Design: A prospective study of 30 consecutive adult patients diagnosed with lumbar degenerative disc disease.

Summary of background data: Various fusion options have been described in the literature with various clinical and radiological outcomes. Narrowing of the disc space is thought to be the primary cause of all the potential secondary spondylotic changes; the ideal corrective surgery would be one that reconstitutes the disc space interval. A hybrid graft consisting of a femoral cortical allograft (FCA) ring packed in the centre with autogenous cancellous iliac graft seems to be an ideal option as one should capitalize on the mechanical strength of the cortical ring and the biological strength of the cancellous autogenous graft.

Methods: 15 patients with failed back surgery, 15 patients with primary degenerative disc disease.

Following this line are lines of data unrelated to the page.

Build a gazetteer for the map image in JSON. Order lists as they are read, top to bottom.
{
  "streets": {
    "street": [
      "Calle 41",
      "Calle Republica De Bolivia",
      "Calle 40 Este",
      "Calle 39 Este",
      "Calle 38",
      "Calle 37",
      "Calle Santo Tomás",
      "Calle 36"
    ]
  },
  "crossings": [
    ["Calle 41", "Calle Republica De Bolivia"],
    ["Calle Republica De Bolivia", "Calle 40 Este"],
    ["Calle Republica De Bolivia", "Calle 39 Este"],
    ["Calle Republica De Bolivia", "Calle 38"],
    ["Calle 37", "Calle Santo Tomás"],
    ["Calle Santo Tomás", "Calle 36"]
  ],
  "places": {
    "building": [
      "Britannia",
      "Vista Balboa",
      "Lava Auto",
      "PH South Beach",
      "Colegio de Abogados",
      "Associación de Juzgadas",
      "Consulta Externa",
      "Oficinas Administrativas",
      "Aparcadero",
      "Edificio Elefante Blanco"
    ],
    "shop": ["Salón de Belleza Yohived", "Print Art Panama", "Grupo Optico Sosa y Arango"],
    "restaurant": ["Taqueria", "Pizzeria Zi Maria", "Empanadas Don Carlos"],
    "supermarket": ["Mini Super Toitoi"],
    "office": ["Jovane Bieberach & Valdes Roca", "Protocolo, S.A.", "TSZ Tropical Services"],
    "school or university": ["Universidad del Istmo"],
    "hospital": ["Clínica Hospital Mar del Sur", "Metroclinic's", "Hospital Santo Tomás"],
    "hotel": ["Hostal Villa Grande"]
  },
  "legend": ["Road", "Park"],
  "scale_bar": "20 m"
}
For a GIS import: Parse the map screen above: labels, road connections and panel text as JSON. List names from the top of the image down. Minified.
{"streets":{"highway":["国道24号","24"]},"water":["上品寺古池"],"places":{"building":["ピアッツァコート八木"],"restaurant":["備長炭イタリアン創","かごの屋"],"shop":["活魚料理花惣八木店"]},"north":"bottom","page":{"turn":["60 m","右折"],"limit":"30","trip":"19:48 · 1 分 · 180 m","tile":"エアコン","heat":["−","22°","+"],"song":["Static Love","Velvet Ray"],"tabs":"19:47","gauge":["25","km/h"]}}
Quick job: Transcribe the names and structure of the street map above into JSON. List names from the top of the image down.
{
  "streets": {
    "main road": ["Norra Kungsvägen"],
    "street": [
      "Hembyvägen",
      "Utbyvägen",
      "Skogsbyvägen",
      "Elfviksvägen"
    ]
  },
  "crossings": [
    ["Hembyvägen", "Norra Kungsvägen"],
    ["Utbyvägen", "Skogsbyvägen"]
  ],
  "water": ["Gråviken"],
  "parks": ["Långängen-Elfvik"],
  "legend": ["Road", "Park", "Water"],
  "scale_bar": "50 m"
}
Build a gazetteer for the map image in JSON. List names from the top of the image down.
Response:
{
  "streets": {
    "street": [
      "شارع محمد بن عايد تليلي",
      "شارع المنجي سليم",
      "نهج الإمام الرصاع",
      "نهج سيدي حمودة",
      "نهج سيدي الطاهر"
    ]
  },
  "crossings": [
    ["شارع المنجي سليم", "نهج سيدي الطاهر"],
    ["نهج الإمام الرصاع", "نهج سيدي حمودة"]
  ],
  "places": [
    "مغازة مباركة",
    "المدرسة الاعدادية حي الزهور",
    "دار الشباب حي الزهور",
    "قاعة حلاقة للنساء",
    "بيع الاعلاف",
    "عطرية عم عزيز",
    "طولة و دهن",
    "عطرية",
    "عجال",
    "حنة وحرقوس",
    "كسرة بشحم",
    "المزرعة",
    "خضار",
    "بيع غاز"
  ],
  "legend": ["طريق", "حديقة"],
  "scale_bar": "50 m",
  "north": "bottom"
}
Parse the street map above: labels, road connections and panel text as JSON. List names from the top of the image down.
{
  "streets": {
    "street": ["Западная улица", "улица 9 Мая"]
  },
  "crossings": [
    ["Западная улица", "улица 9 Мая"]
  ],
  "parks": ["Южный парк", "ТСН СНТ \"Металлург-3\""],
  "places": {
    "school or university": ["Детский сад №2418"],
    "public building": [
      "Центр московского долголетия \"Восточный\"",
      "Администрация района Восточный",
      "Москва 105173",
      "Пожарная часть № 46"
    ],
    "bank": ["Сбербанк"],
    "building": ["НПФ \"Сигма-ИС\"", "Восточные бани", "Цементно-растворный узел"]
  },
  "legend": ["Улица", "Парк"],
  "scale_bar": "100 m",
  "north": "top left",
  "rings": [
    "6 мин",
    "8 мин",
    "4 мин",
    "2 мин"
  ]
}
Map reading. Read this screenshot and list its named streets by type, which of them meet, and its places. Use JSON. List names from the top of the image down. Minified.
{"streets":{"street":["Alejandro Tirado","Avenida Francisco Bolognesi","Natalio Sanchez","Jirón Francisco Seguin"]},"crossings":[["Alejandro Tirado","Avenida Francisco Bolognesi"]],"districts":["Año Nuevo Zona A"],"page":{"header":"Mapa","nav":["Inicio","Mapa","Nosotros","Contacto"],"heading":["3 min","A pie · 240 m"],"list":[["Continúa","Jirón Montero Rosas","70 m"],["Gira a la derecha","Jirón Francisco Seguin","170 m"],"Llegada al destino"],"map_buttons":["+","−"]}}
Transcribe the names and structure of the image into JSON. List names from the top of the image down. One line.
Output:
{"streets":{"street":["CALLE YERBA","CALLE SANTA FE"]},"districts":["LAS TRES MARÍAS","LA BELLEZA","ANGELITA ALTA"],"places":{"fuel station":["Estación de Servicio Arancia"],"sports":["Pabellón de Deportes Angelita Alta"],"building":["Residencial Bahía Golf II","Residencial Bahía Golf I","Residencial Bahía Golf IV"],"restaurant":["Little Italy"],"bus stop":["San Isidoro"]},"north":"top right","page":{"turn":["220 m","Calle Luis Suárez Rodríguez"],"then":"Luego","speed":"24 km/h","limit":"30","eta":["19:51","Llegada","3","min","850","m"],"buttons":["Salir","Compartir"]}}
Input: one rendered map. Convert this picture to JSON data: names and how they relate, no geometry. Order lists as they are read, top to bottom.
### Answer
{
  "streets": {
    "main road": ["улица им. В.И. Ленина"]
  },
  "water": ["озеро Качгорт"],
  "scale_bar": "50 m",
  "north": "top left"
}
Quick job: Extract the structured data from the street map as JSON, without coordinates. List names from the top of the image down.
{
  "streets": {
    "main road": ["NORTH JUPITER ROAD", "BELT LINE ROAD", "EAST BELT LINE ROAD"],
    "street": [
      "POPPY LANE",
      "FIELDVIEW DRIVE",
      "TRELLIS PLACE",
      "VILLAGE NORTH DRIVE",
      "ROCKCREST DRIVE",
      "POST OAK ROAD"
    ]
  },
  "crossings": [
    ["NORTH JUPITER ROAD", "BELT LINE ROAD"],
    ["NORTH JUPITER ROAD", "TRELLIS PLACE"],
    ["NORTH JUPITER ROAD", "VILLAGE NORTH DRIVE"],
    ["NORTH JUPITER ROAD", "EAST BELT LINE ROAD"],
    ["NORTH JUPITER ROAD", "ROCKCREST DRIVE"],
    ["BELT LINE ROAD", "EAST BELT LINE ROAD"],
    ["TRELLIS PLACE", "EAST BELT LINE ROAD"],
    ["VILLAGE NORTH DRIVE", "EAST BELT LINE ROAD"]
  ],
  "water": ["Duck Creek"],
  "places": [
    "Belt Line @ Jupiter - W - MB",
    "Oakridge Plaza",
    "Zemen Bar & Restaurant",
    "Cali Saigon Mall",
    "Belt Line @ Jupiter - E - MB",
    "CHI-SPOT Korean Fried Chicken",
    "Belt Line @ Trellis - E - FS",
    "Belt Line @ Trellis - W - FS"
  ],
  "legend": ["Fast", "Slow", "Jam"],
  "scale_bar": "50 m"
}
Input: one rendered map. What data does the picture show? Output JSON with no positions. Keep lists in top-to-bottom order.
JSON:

Mean age was 43 years. All patients had preoperative radiographs, MRI scanning, discography was not used in this study. All femoral allografts were processed by freeze drying and sterilized using ethylene oxide. The protocol for surgery consisted of:

* Left sided retroperitoneal muscle splitting approach

* Anterior hybrid interbody grafting

* Pedicle screw fixation without grafting

Results: There were no complications from using the allograft. Intraoperative and postoperative complications were seen in 3 patients. After a minimum follow up of 2 years good clinical outcome was achieved in 83 % using Ricciardi et al criteria, solid fusion was achieved in 98%.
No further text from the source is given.